Les points majeurs du nouveau règlement bio européen
Le nouveau règlement bio européen entrera en vigueur en 2021 afin de laisser le temps à tous de se mettre à niveau.
Une agriculture plus bio et plus accessible
Les nouvelles règles garantissent un système de contrôle physique plus strict et annualisé sur tous les segments de la chaîne d’approvisionnement mais elles offrent la possibilité d’espacer ces contrôles jusqu’à au plus 24 mois pour des opérateurs ayant démontré leur bonne application de la réglementation pendant trois années consécutives.
Le nouveau règlement bio européen confirme également que les cultures hors-sol, telle l’hydroponie, ne peuvent plus porter le label bio européen.

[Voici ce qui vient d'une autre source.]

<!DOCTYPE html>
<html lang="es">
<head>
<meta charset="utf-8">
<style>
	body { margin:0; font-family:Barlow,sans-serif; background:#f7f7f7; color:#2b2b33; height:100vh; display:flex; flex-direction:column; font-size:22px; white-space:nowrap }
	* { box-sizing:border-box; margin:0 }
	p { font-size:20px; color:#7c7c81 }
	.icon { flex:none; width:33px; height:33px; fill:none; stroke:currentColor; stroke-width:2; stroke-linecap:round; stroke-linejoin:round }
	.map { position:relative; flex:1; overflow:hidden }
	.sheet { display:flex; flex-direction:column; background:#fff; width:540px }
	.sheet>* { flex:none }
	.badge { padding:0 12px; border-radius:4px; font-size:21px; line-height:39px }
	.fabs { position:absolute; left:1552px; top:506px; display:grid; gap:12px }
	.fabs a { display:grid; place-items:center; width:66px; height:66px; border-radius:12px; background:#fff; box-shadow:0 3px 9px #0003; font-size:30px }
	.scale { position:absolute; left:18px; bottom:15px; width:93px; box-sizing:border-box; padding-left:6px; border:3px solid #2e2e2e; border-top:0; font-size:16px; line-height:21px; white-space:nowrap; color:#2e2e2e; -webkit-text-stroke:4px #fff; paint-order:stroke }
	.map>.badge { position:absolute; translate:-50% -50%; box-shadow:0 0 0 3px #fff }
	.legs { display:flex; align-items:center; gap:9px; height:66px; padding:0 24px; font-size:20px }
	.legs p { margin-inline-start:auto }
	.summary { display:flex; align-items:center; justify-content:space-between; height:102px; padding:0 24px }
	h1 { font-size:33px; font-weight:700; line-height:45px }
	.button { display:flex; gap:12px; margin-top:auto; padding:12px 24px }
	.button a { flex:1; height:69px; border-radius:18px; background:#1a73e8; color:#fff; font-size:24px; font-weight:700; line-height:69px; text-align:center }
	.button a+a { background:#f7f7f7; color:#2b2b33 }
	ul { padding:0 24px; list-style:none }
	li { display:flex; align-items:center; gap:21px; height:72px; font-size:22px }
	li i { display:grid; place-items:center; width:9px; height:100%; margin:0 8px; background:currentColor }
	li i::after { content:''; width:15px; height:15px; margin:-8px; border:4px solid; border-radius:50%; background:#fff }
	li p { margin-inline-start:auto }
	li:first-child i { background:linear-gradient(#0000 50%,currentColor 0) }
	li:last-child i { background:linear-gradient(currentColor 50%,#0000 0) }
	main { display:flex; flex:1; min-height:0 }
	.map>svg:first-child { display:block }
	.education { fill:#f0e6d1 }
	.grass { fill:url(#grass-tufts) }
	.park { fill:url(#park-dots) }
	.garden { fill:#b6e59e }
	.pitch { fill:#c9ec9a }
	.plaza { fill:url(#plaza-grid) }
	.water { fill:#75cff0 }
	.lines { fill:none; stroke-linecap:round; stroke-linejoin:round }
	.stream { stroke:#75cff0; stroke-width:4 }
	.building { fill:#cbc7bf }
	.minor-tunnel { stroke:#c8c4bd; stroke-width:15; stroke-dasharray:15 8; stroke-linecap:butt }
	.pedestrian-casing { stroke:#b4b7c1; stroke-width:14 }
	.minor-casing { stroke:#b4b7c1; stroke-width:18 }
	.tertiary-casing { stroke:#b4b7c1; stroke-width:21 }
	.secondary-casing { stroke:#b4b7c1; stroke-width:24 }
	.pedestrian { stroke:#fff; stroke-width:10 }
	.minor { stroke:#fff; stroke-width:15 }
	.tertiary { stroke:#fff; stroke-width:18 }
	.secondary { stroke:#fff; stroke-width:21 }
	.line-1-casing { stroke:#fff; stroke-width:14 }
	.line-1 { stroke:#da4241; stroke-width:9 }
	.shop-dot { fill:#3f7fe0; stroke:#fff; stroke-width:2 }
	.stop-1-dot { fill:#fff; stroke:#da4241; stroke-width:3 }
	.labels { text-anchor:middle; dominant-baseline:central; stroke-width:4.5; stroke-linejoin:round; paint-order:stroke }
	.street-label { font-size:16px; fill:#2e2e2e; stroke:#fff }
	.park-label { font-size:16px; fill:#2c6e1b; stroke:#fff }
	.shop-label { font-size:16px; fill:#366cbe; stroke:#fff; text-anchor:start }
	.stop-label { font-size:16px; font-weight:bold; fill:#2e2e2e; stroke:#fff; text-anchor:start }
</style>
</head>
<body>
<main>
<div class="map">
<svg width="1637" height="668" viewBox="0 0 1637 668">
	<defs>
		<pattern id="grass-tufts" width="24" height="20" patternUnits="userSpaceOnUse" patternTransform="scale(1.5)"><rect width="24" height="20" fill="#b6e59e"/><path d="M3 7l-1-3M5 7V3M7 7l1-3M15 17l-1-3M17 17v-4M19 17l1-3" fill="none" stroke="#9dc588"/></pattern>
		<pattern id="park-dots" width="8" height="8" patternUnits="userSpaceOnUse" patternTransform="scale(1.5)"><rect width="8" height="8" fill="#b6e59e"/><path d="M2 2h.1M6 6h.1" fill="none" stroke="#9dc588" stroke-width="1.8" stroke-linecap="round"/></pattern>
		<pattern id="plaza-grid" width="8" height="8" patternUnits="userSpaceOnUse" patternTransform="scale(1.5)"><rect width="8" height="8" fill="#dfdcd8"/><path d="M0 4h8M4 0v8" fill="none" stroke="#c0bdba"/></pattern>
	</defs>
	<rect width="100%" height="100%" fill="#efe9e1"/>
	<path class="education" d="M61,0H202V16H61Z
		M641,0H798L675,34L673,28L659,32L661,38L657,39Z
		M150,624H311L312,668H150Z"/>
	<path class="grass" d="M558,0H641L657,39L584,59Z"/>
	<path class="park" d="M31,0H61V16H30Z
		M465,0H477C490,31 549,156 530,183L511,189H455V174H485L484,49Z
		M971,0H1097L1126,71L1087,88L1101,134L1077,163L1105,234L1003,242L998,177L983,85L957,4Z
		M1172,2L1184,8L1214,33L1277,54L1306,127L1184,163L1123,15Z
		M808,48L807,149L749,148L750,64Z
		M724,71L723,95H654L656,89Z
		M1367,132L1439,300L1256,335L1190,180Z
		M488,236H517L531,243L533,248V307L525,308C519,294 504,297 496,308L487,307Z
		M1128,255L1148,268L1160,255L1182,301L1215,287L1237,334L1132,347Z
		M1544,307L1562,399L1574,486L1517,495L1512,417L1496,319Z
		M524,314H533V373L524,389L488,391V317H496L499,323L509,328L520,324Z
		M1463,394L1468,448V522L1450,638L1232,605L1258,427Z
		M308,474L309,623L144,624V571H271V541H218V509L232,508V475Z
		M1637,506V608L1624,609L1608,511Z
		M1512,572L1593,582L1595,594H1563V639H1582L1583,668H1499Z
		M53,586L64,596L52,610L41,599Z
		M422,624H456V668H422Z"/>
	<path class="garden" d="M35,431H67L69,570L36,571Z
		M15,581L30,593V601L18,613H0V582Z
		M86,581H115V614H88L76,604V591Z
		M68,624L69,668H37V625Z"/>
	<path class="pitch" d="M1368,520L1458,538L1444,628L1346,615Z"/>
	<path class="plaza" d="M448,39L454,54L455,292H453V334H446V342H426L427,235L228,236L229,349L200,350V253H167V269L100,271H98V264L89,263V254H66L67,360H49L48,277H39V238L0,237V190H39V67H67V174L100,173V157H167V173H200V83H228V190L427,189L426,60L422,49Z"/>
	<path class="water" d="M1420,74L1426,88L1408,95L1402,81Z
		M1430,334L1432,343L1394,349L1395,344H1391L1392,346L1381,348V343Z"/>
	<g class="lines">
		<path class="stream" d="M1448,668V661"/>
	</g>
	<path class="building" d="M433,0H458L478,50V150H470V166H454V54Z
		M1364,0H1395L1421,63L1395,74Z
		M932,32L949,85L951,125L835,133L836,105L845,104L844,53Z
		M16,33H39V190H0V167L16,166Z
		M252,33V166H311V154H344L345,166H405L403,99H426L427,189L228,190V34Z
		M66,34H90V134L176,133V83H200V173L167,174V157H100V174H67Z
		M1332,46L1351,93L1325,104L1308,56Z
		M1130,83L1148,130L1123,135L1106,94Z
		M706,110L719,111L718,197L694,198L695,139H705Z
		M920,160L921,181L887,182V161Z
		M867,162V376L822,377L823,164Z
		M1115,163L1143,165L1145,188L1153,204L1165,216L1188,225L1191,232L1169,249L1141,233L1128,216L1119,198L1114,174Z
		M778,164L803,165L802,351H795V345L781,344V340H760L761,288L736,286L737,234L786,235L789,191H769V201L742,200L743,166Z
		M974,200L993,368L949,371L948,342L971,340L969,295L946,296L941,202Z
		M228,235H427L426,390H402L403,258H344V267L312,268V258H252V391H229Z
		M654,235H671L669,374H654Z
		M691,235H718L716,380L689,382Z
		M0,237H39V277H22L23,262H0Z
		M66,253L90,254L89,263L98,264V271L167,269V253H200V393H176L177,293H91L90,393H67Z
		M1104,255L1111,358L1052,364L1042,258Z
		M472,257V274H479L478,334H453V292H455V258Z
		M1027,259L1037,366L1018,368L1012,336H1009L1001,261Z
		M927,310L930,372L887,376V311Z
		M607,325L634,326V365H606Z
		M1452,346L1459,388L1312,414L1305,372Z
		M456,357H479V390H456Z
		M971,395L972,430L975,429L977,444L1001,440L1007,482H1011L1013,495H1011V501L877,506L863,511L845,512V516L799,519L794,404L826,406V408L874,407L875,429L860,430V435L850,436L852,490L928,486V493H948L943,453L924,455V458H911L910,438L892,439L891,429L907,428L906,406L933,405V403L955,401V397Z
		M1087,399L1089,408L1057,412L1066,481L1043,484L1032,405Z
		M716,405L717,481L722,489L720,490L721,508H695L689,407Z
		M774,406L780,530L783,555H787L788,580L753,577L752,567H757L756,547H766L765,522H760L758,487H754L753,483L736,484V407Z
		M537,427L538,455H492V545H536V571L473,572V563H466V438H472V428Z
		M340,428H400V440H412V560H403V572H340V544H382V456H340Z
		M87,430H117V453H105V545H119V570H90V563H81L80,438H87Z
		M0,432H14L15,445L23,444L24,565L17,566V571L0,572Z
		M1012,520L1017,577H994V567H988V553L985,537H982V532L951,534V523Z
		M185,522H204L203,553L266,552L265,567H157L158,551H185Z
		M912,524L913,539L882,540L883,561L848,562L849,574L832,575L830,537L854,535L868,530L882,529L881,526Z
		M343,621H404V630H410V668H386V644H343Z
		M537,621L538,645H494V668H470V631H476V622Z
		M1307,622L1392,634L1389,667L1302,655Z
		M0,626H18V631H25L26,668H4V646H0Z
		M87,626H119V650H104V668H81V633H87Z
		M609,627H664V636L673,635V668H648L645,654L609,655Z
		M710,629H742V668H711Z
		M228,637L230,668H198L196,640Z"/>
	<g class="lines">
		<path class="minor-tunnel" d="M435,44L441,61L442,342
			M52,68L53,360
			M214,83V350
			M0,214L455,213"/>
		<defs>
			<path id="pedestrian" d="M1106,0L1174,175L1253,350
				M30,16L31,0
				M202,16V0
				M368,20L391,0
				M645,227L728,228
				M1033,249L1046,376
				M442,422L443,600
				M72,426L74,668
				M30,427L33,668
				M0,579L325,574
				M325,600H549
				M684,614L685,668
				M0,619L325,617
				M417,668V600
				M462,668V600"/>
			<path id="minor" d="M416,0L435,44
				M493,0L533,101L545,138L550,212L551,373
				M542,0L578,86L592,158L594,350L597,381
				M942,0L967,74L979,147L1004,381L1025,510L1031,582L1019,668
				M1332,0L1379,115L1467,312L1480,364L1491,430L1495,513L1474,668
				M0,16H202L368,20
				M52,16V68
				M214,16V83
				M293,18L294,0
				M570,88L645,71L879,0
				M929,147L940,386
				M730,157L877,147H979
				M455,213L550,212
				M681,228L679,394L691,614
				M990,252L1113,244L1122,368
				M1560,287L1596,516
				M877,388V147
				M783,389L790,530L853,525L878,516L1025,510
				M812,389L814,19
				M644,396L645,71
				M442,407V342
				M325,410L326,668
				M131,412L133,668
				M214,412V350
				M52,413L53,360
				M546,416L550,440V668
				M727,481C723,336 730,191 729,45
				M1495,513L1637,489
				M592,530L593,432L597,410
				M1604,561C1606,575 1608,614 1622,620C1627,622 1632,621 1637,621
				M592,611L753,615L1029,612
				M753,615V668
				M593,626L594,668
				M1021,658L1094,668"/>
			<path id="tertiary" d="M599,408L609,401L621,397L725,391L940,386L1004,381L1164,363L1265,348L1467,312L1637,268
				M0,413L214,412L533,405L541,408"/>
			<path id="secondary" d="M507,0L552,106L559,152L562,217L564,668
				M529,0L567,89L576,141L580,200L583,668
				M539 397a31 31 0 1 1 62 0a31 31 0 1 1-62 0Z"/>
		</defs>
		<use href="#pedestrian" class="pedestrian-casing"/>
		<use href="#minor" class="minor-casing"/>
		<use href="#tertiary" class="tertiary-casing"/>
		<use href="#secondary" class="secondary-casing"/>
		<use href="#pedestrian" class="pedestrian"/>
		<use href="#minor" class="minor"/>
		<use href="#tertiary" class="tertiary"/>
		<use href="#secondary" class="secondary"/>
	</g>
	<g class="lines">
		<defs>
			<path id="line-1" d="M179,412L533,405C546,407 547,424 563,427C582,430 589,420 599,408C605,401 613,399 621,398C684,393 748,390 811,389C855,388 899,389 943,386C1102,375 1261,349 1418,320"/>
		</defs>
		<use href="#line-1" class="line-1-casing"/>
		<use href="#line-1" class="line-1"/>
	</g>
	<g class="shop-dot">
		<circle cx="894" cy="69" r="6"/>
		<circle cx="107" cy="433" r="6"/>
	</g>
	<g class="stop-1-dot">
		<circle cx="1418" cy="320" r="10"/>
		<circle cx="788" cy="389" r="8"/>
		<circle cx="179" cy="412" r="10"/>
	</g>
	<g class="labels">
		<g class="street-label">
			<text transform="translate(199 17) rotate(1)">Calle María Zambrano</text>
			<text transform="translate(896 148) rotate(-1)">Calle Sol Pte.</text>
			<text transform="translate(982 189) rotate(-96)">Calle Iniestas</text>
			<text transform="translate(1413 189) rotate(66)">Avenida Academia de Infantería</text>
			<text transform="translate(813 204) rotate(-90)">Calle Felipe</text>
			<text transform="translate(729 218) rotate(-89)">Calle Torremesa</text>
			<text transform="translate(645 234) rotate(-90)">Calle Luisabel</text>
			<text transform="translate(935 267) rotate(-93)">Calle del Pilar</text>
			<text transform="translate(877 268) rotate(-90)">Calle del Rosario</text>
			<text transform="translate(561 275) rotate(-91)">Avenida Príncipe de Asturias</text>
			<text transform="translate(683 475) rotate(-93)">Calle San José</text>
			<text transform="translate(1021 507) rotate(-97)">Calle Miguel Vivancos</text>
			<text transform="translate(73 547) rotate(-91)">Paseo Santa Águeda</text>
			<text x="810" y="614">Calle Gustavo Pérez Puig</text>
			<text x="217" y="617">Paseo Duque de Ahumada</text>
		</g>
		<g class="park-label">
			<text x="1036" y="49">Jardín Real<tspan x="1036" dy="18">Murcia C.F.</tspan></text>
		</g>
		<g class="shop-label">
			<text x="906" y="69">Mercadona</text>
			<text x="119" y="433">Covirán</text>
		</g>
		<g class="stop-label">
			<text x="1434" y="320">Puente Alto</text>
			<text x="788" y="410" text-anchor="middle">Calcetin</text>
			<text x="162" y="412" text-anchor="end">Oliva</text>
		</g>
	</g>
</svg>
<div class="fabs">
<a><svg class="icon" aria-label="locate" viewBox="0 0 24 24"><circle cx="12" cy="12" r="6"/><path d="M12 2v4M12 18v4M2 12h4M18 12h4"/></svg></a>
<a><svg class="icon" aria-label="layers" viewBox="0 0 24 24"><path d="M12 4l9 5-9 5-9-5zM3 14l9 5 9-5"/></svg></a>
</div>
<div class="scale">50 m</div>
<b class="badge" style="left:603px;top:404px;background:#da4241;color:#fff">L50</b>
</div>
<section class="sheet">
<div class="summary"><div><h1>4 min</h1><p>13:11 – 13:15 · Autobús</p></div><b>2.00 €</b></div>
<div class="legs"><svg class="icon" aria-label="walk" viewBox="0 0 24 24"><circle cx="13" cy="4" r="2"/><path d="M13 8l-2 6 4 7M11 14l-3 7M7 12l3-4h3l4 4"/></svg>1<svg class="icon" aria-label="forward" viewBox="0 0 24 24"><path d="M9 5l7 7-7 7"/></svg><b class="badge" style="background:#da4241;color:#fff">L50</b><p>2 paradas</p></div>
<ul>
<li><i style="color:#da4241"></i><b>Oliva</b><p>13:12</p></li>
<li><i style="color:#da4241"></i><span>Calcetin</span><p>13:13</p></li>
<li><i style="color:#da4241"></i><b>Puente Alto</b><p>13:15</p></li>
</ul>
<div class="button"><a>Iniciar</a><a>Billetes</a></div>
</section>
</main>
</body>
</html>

L’alimentation des plants devra obligatoirement via le sol et l’usage des serres par conséquent proscrit. Les pays où l’usage des serres a déjà été autorisé pourront cependant continuer à les utiliser pendant un maximum de dix ans.
Afin d’éviter la contamination des terrains réservés à l’agriculture bio par des pesticides, des mesures de précaution doivent continuer à être prises si ces terrains se situent à proximité immédiate de champs où l’agriculture conventionnelle est pratiquée. Les modalités exactes de protection sont cependant laissées à l’appréciation de chaque pays membre.
D’autres mesures doivent également faciliter le travail des producteurs, comme la certification de groupe, une mesure censée réduire les coûts de la démarche de certification et ainsi rendre la pratique de l’agriculture bio plus accessible, ou la mise en place de bases de données nationales, pour garantir 100% de semences bio d’ici 2035.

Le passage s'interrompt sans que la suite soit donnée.